Hillary Clinton hatte vor einem anderen Gericht zu erscheinen, vor einer Anklagejury. Die soll feststellen, ob die Regierung im Zusammenhang mit Whitewater irgendetwas vertuscht hat. Die Vernehmung der First Lady war nicht öffentlich. Aber ihr Gang hinein in das Gerichtsgebäude in Washington glich einem Spießrutenlauf. Mit Mikrofonen und Kameras als Spießrutenersatz. Hillary Clinton zwang sich die ganze Zeit zu lächeln. Politische Choreographie verlangt es so: Jeden anderen Gesichtsausdruck hätten Fernsehzuschauer als Zeichen verstehen können, daß die Clintons in wirklich ernsten Schwierigkeiten sind.
Dabei sind die Vorgänge um Whitewater erstens kompliziert, zweitens lächerlich im Vergleich zu früheren Skandalen, die Washington erschüttert haben. Aber sie sind detailreich, was Anlaß zu langwierigen Ermittlungen bietet.
Ein anderer Zeuge in jenem Prozeß in Arkansas hat ausgesagt, die Clintons hätten ihn in den achtziger Jahren gedrängt, einen Kredit zu geben, an eine Sparkasse, die wenig später Bankrott erklärte. Die Sparkasse gehörte James und Susan McDougal, den Whitewater-Partnern der Clintons. Clinton hat die gegen ihn erhobenen Vorwürfe einen "Haufen Mist" genannt. Das dürfte er nun wiederholen, in gesetzteren Worten.
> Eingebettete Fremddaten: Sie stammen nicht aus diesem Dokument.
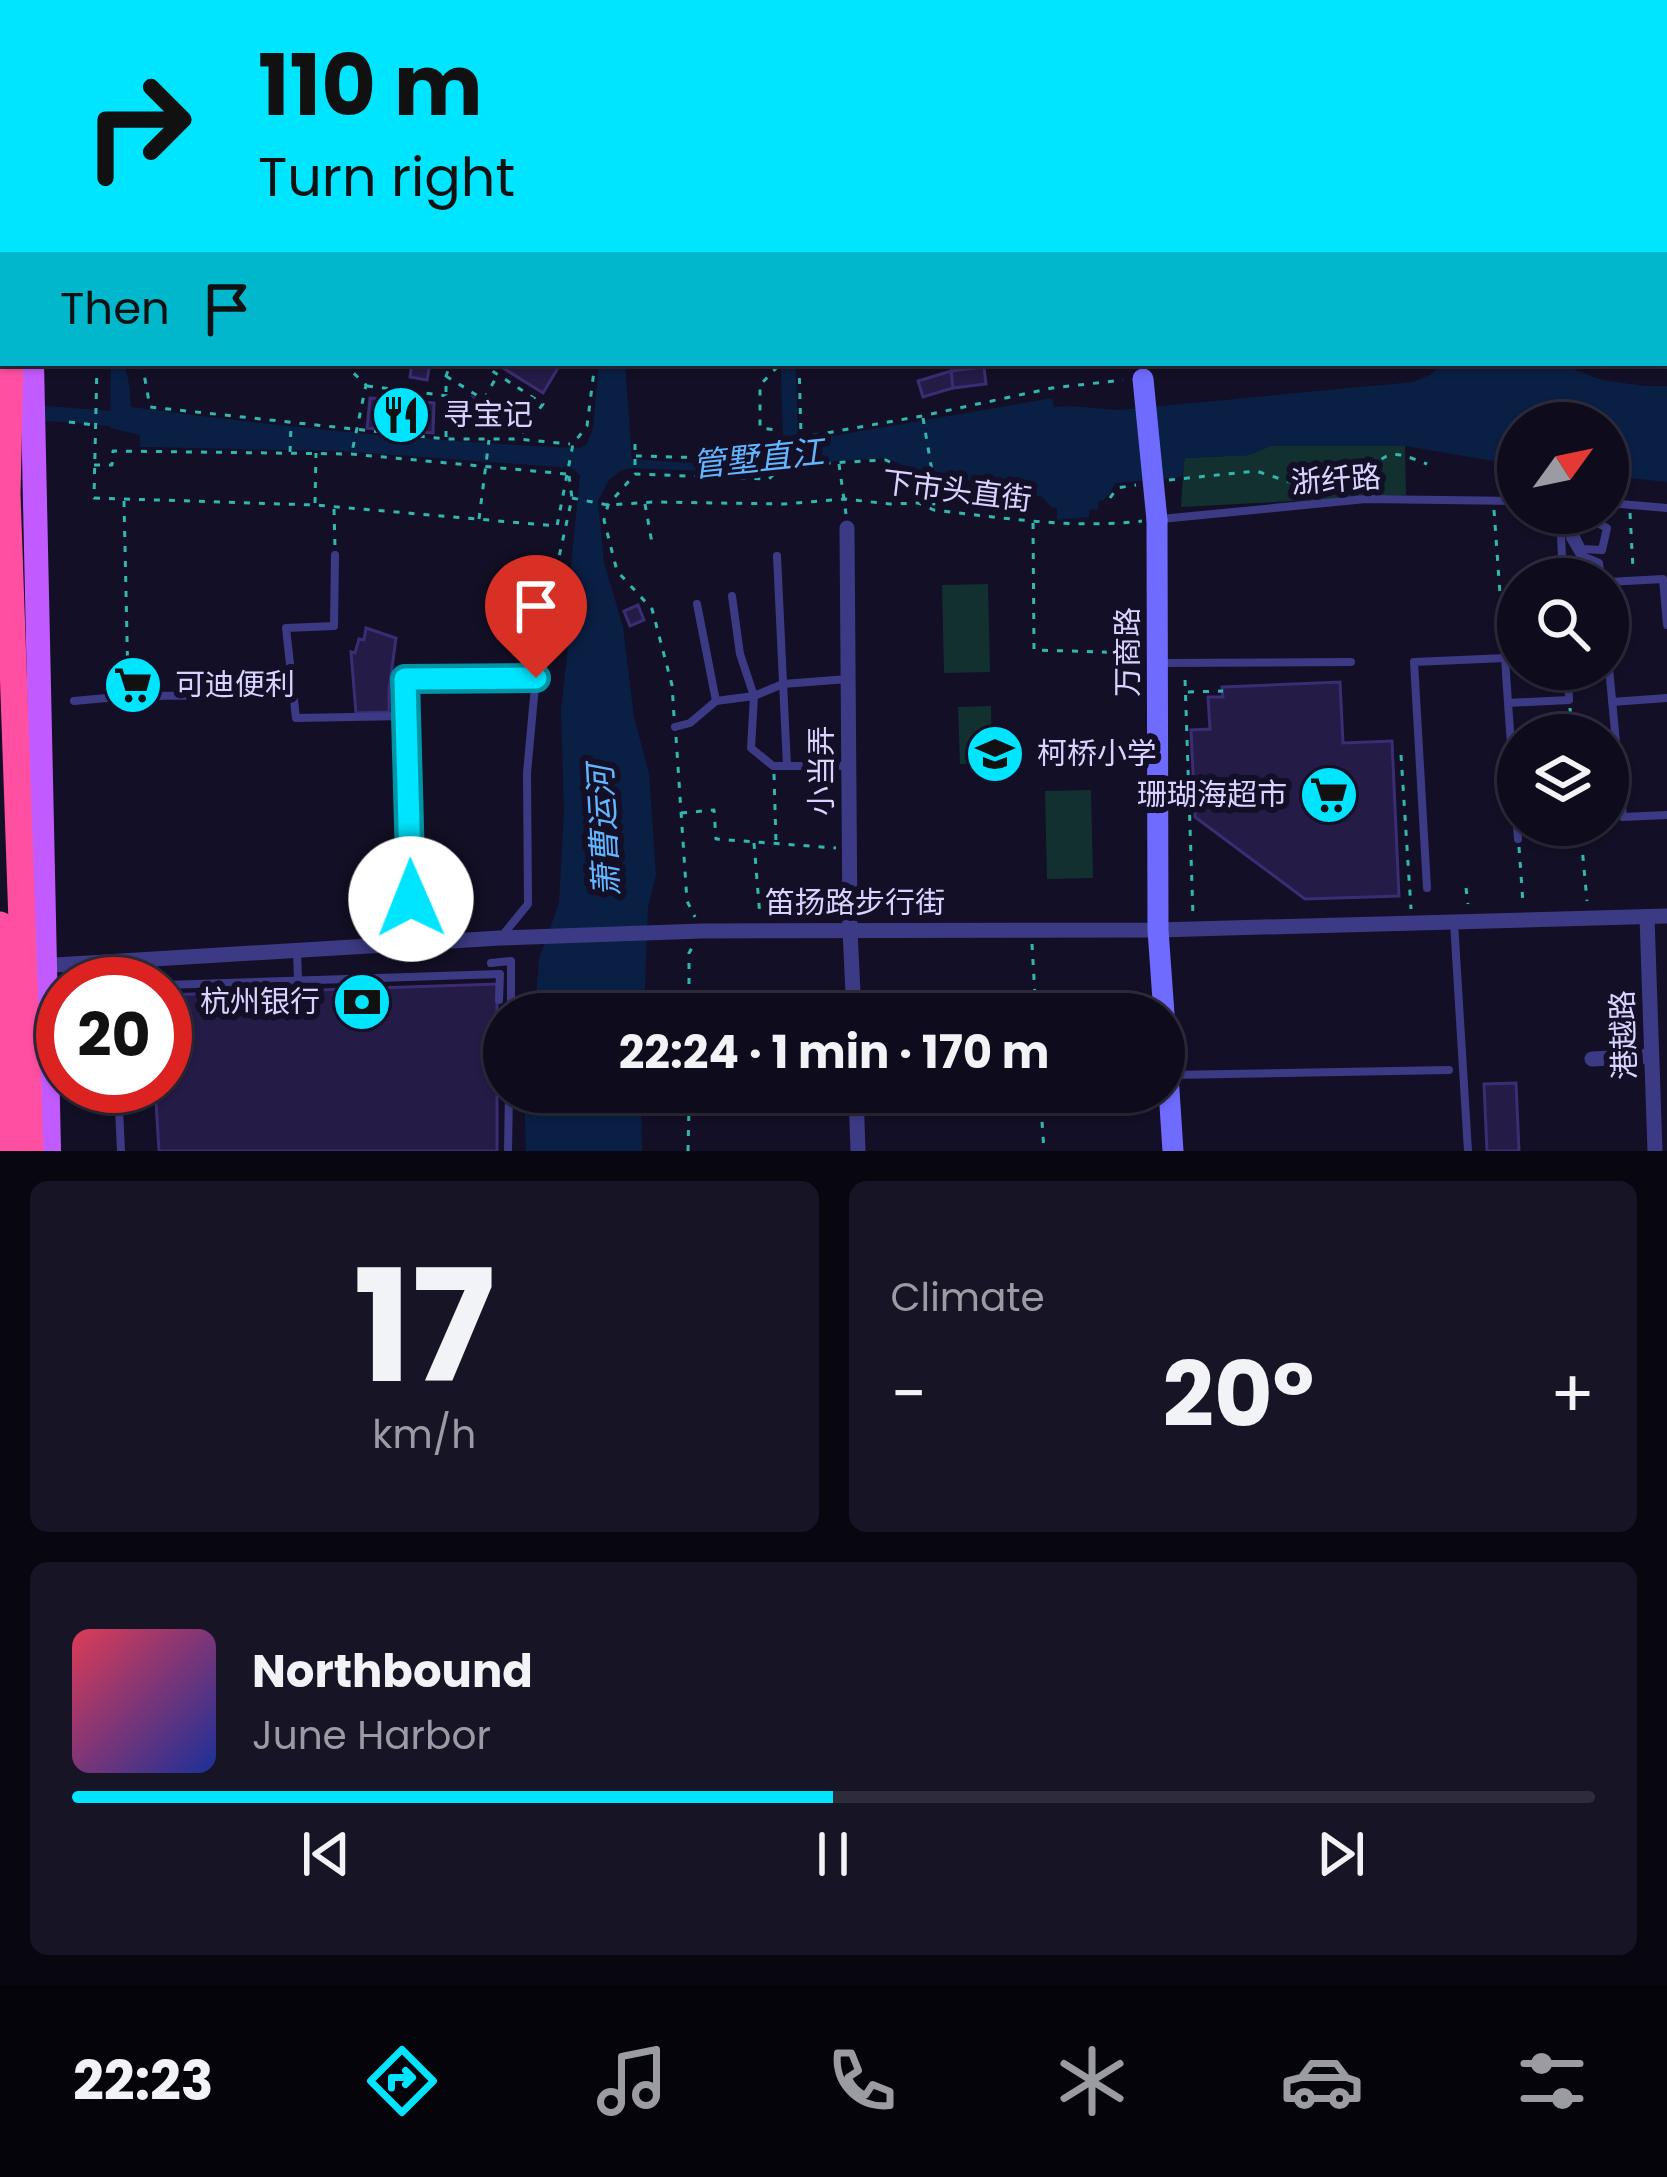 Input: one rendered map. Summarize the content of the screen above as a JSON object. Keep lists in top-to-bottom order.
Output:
{
  "streets": {
    "street": [
      "万商路",
      "小当弄",
      "笛扬路步行街",
      "港越路"
    ],
    "lane": ["浙纤路"],
    "path": ["下市头直街"]
  },
  "crossings": [
    ["浙纤路", "下市头直街"],
    ["浙纤路", "万商路"],
    ["下市头直街", "万商路"],
    ["万商路", "笛扬路步行街"],
    ["小当弄", "笛扬路步行街"],
    ["笛扬路步行街", "港越路"]
  ],
  "water": ["管墅直江", "萧曹运河"],
  "places": {
    "restaurant": ["寻宝记"],
    "supermarket": ["可迪便利", "珊瑚海超市"],
    "school or university": ["柯桥小学"],
    "bank": ["杭州银行"]
  },
  "north": "top right",
  "page": {
    "turn": ["110 m", "Turn right"],
    "then": "Then",
    "limit": "20",
    "trip": "22:24 · 1 min · 170 m",
    "tile": [
      ["17", "km/h"],
      "Climate"
    ],
    "heat": ["−", "20°", "+"],
    "song": ["Northbound", "June Harbor"],
    "tabs": "22:23"
  }
}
Die Anwälte der Angeklagten erhoffen sich von der Vorladung des Präsidenten eine Entlastung ihrer Mandanten. Der Richter nannte den Antrag begründet und vernünftig.
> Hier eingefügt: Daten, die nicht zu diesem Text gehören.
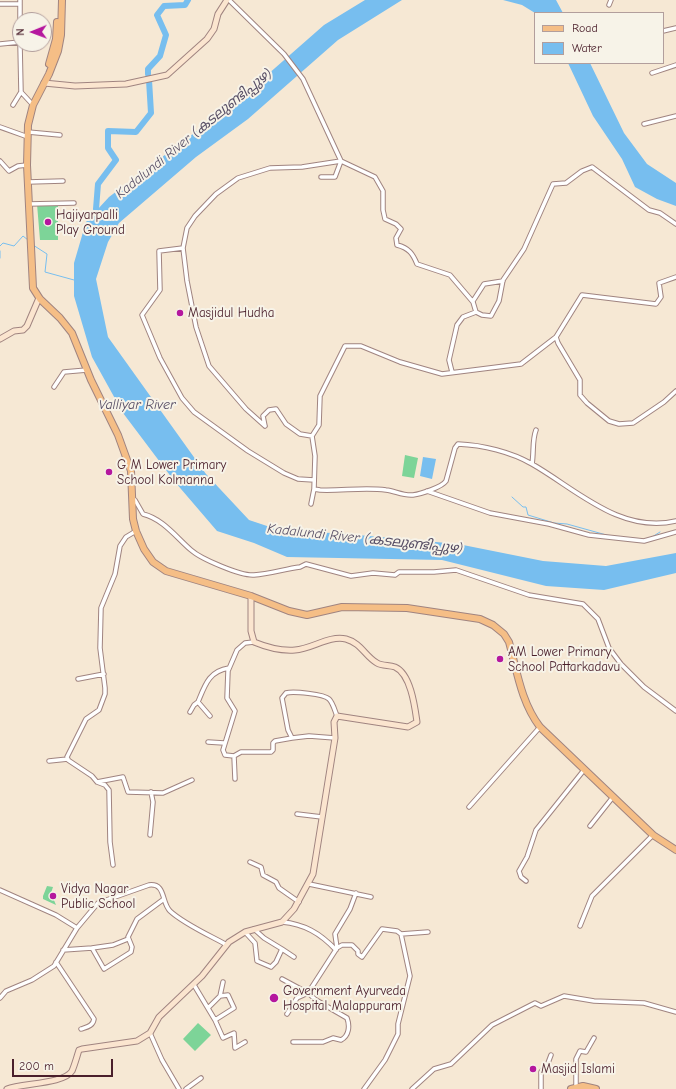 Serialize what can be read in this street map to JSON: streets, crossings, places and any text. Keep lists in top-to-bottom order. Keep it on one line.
{"water":["Kadalundi River (കടലുണ്ടിപ്പുഴ)","Valliyar River"],"places":["Hajiyarpalli Play Ground","Masjidul Hudha","G M Lower Primary School Kolmanna","AM Lower Primary School Pattarkadavu","Vidya Nagar Public School","Government Ayurveda Hospital Malappuram","Masjid Islami"],"legend":["Road","Water"],"scale_bar":"200 m","north":"left"}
Clinton dürfte seine Aussage in Washington abgeben; entweder vor einer Videokamera oder "live" per Satellitenschaltung hinüber in den 2000 km entfernten Gerichtssaal. Eine Live-Schaltung würde es der Anklage erlauben, Clinton ins Kreuzverhör zu nehmen. Details müssen zwischen den Anwälten beider Seiten ausgehandelt werden. Clinton ließ erklären, er werde "voll kooperieren".
In Person vor dem Gericht in Arkansas zu erscheinen, wird Clinton aber vermeiden wollen. Er kann sich dabei auf keinen geringeren als Thomas Jefferson berufen, den Autor der Unabhängigkeitserklärung der USA.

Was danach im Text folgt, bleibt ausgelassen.